HOW TO COMPLETE THIS TASK> Locate and copy each line in the data that contains the word "lane".

GIVEN DATA>
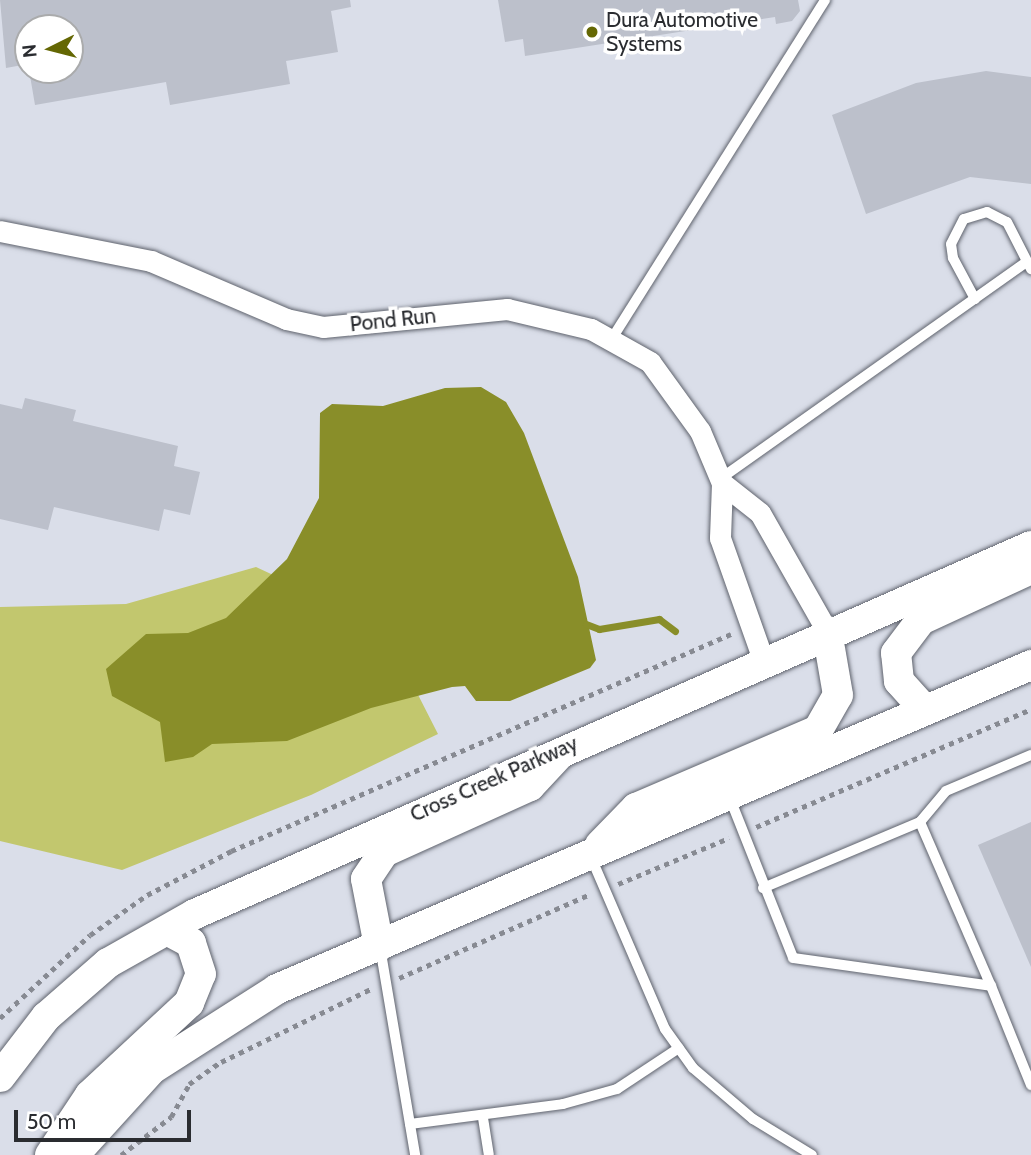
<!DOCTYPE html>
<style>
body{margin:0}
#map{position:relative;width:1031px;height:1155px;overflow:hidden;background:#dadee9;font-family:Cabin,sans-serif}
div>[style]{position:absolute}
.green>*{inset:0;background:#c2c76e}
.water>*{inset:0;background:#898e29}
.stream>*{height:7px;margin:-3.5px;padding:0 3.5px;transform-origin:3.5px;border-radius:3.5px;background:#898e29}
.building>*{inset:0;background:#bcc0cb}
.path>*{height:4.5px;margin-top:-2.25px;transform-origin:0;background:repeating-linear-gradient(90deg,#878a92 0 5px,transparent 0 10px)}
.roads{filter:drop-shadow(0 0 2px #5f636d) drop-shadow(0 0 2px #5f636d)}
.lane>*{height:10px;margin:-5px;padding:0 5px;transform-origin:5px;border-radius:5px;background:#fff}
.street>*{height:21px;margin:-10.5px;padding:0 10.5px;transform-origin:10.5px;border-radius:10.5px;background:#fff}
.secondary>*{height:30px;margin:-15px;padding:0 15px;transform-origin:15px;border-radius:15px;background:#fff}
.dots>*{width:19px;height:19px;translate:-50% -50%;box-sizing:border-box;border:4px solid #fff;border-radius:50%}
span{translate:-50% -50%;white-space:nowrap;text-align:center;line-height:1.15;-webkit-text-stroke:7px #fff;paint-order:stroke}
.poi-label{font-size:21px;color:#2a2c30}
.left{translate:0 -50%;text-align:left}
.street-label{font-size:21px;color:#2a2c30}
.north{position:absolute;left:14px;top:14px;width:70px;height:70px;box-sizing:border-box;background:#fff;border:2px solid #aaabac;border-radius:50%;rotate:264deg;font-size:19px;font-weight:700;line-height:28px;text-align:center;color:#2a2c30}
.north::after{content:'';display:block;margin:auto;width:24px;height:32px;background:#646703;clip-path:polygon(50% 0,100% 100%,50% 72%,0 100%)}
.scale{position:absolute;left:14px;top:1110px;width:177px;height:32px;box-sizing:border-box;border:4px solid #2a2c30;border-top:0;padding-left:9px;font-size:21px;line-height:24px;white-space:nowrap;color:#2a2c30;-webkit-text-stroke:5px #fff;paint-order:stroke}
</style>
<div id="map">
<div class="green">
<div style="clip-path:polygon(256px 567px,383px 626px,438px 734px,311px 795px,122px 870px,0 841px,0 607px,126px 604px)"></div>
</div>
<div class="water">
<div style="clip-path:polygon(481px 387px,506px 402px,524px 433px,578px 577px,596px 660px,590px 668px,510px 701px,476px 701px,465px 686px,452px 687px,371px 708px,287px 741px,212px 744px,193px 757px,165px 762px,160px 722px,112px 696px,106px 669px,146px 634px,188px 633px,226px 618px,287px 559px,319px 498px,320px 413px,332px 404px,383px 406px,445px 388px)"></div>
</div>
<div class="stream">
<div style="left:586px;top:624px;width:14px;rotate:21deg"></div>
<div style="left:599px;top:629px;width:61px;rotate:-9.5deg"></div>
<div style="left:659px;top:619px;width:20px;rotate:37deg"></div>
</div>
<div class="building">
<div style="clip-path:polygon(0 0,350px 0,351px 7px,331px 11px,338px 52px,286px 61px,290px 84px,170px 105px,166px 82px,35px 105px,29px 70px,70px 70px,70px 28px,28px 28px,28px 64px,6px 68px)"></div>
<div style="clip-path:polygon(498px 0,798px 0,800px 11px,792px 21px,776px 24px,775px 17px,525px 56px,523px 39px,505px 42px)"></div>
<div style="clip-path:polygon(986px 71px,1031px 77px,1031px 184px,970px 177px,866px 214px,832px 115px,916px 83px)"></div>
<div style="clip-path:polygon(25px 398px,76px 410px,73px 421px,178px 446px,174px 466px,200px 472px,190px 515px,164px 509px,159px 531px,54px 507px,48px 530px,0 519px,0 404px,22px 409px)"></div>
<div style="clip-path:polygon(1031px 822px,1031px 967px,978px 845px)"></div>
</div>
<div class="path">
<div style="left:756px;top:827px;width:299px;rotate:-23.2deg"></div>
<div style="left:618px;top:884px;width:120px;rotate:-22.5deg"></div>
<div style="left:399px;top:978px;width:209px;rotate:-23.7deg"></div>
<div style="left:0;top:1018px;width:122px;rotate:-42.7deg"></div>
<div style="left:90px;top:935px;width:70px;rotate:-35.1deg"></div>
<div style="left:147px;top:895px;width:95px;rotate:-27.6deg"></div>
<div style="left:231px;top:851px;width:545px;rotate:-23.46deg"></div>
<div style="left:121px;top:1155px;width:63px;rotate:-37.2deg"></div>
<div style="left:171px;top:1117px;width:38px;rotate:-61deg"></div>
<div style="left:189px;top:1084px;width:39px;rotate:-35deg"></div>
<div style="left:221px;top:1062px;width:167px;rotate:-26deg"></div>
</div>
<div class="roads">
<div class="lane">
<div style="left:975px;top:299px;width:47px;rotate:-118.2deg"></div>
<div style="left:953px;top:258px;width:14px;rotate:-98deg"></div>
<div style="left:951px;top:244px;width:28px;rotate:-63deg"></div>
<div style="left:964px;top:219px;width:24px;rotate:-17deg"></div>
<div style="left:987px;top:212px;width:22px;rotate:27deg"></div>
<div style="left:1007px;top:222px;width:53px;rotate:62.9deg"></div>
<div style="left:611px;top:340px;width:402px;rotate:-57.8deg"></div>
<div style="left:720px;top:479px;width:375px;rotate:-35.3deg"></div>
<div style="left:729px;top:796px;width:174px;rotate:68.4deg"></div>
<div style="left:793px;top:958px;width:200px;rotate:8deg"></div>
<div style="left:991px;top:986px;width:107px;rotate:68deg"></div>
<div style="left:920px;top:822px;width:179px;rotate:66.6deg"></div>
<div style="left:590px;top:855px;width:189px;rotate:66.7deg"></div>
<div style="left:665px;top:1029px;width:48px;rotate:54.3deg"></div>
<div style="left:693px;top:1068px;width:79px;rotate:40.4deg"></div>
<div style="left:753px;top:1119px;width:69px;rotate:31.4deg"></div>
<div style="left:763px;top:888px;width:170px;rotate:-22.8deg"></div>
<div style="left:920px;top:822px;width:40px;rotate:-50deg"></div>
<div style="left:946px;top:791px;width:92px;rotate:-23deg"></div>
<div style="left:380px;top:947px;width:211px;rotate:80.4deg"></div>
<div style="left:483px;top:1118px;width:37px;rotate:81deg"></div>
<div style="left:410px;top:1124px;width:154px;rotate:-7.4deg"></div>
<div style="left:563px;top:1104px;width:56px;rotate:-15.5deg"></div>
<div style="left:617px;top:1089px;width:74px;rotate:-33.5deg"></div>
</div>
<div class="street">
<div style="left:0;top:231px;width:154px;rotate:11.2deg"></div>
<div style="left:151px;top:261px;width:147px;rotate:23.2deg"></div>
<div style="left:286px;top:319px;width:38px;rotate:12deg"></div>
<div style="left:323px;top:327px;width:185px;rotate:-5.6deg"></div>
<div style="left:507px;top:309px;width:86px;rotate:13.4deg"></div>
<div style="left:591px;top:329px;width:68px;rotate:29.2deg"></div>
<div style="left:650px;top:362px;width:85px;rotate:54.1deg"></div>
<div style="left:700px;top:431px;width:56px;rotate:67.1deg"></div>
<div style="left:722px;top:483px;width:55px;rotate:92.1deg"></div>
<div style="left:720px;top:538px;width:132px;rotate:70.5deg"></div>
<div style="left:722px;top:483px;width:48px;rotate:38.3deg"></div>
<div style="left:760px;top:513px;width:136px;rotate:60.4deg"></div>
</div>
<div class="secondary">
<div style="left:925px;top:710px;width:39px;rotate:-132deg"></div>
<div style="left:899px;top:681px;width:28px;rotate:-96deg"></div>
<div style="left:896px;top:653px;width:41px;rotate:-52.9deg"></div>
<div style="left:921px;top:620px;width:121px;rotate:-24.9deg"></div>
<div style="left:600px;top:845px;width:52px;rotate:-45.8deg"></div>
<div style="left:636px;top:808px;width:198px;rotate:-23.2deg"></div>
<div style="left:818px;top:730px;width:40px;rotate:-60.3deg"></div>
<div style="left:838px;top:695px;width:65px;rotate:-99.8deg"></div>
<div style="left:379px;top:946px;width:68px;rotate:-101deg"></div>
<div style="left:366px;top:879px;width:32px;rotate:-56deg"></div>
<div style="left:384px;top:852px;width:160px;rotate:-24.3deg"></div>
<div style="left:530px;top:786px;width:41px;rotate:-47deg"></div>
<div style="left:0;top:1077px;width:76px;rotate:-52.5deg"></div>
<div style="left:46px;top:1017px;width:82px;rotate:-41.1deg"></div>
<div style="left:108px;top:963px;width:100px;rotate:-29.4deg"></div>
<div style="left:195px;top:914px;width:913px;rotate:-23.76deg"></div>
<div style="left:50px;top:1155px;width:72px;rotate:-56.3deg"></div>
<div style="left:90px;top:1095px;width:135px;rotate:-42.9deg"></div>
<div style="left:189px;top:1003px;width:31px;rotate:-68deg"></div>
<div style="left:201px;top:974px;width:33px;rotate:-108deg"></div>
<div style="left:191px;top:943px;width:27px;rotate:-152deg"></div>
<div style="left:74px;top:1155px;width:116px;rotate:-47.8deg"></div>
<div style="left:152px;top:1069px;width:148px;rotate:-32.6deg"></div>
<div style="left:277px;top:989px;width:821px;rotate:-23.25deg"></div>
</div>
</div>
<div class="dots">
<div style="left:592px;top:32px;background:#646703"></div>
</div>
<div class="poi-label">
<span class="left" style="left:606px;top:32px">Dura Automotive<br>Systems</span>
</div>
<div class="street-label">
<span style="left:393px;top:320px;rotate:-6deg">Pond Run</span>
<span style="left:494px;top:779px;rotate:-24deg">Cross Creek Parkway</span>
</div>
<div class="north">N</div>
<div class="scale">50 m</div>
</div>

PROBLEM SOLUTION>
.lane>*{height:10px;margin:-5px;padding:0 5px;transform-origin:5px;border-radius:5px;background:#fff}
<div class="lane">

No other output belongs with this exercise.